"""

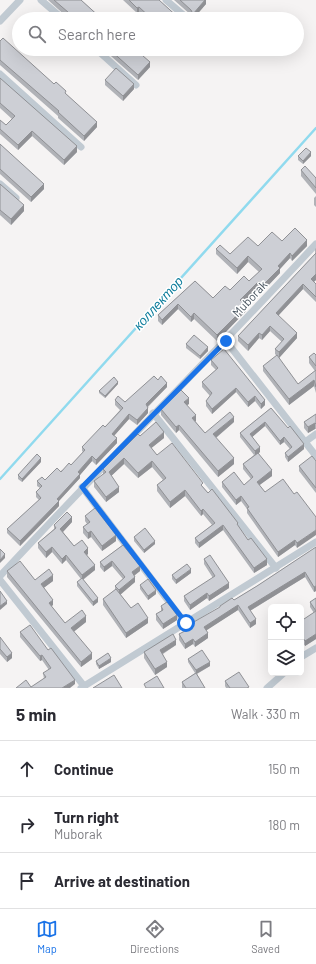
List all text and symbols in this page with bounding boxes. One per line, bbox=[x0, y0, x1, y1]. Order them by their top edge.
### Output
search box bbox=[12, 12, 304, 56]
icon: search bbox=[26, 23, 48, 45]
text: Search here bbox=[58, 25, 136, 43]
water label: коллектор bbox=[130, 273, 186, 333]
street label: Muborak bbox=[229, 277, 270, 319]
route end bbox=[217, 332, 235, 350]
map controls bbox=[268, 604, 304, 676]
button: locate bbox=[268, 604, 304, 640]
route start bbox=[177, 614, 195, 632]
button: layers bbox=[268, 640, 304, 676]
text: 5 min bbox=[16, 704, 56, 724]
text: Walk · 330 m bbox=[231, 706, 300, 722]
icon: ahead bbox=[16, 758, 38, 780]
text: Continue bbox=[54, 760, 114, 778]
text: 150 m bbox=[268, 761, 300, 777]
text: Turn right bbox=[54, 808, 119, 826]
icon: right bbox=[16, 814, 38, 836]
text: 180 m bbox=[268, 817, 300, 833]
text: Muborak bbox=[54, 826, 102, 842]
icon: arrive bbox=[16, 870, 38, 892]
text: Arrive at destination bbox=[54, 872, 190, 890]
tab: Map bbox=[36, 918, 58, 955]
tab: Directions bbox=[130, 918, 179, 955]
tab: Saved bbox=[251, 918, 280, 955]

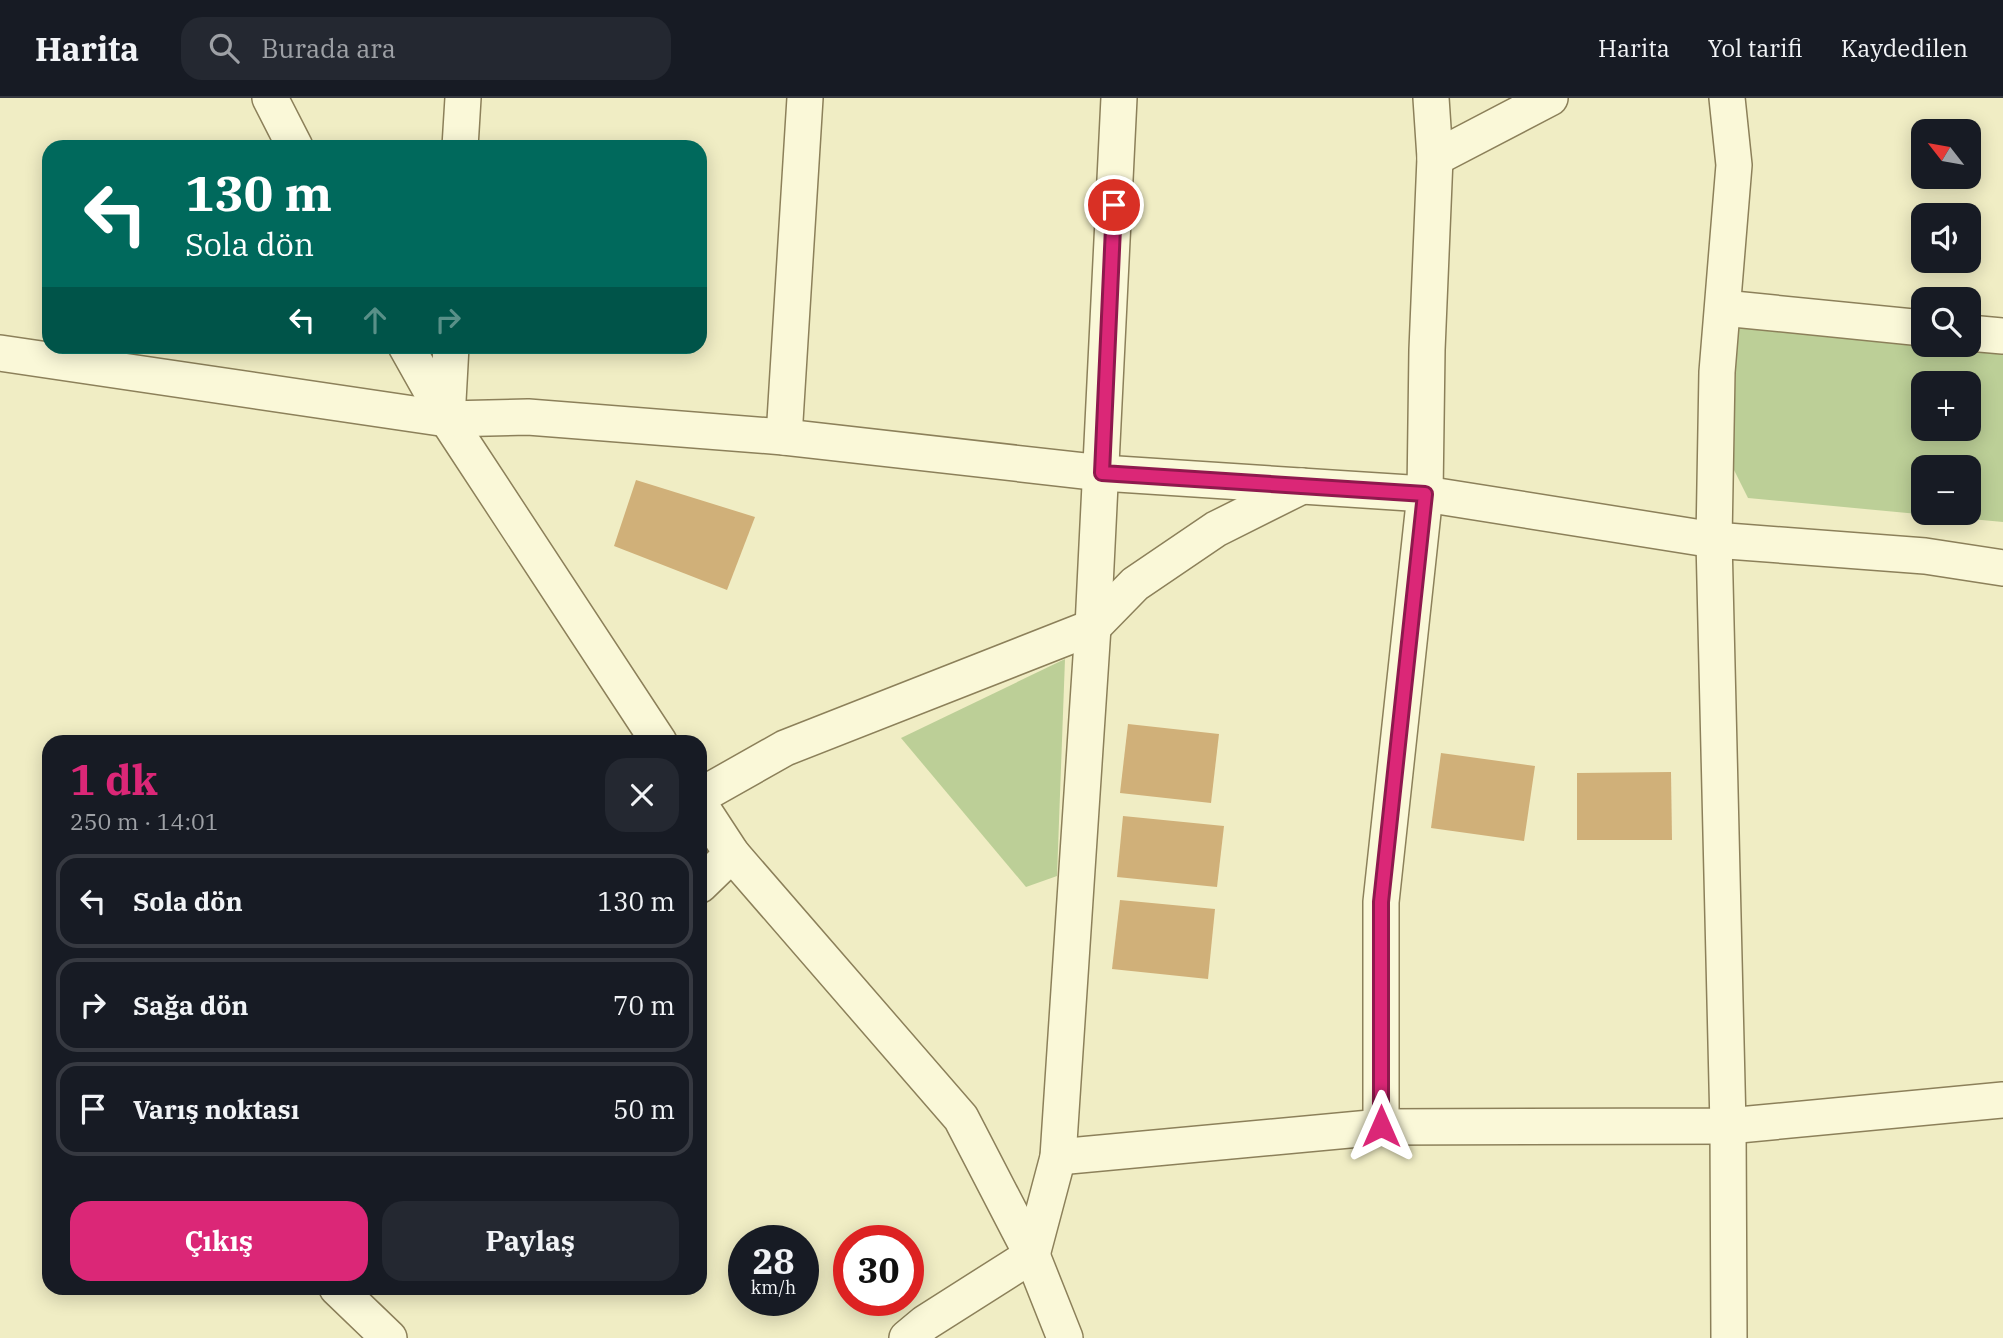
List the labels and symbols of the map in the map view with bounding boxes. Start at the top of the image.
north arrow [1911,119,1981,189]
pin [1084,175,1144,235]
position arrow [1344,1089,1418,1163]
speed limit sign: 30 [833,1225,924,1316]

"""

=== Work order ===
Exact output of each line above is wanted, without the pictures.

=== Response box ===
List all text and symbols in this page with bounding boxes. One per line, bbox=[x0, y0, x1, y1]. Order them by their top edge.
### Output
search box bbox=[12, 12, 304, 56]
icon: search bbox=[26, 23, 48, 45]
text: Search here bbox=[58, 25, 136, 43]
water label: коллектор bbox=[130, 273, 186, 333]
street label: Muborak bbox=[229, 277, 270, 319]
route end bbox=[217, 332, 235, 350]
map controls bbox=[268, 604, 304, 676]
button: locate bbox=[268, 604, 304, 640]
route start bbox=[177, 614, 195, 632]
button: layers bbox=[268, 640, 304, 676]
text: 5 min bbox=[16, 704, 56, 724]
text: Walk · 330 m bbox=[231, 706, 300, 722]
icon: ahead bbox=[16, 758, 38, 780]
text: Continue bbox=[54, 760, 114, 778]
text: 150 m bbox=[268, 761, 300, 777]
text: Turn right bbox=[54, 808, 119, 826]
icon: right bbox=[16, 814, 38, 836]
text: 180 m bbox=[268, 817, 300, 833]
text: Muborak bbox=[54, 826, 102, 842]
icon: arrive bbox=[16, 870, 38, 892]
text: Arrive at destination bbox=[54, 872, 190, 890]
tab: Map bbox=[36, 918, 58, 955]
tab: Directions bbox=[130, 918, 179, 955]
tab: Saved bbox=[251, 918, 280, 955]

List the labels and symbols of the map in the map view with bounding boxes. Start at the top of the image.
north arrow [1911,119,1981,189]
pin [1084,175,1144,235]
position arrow [1344,1089,1418,1163]
speed limit sign: 30 [833,1225,924,1316]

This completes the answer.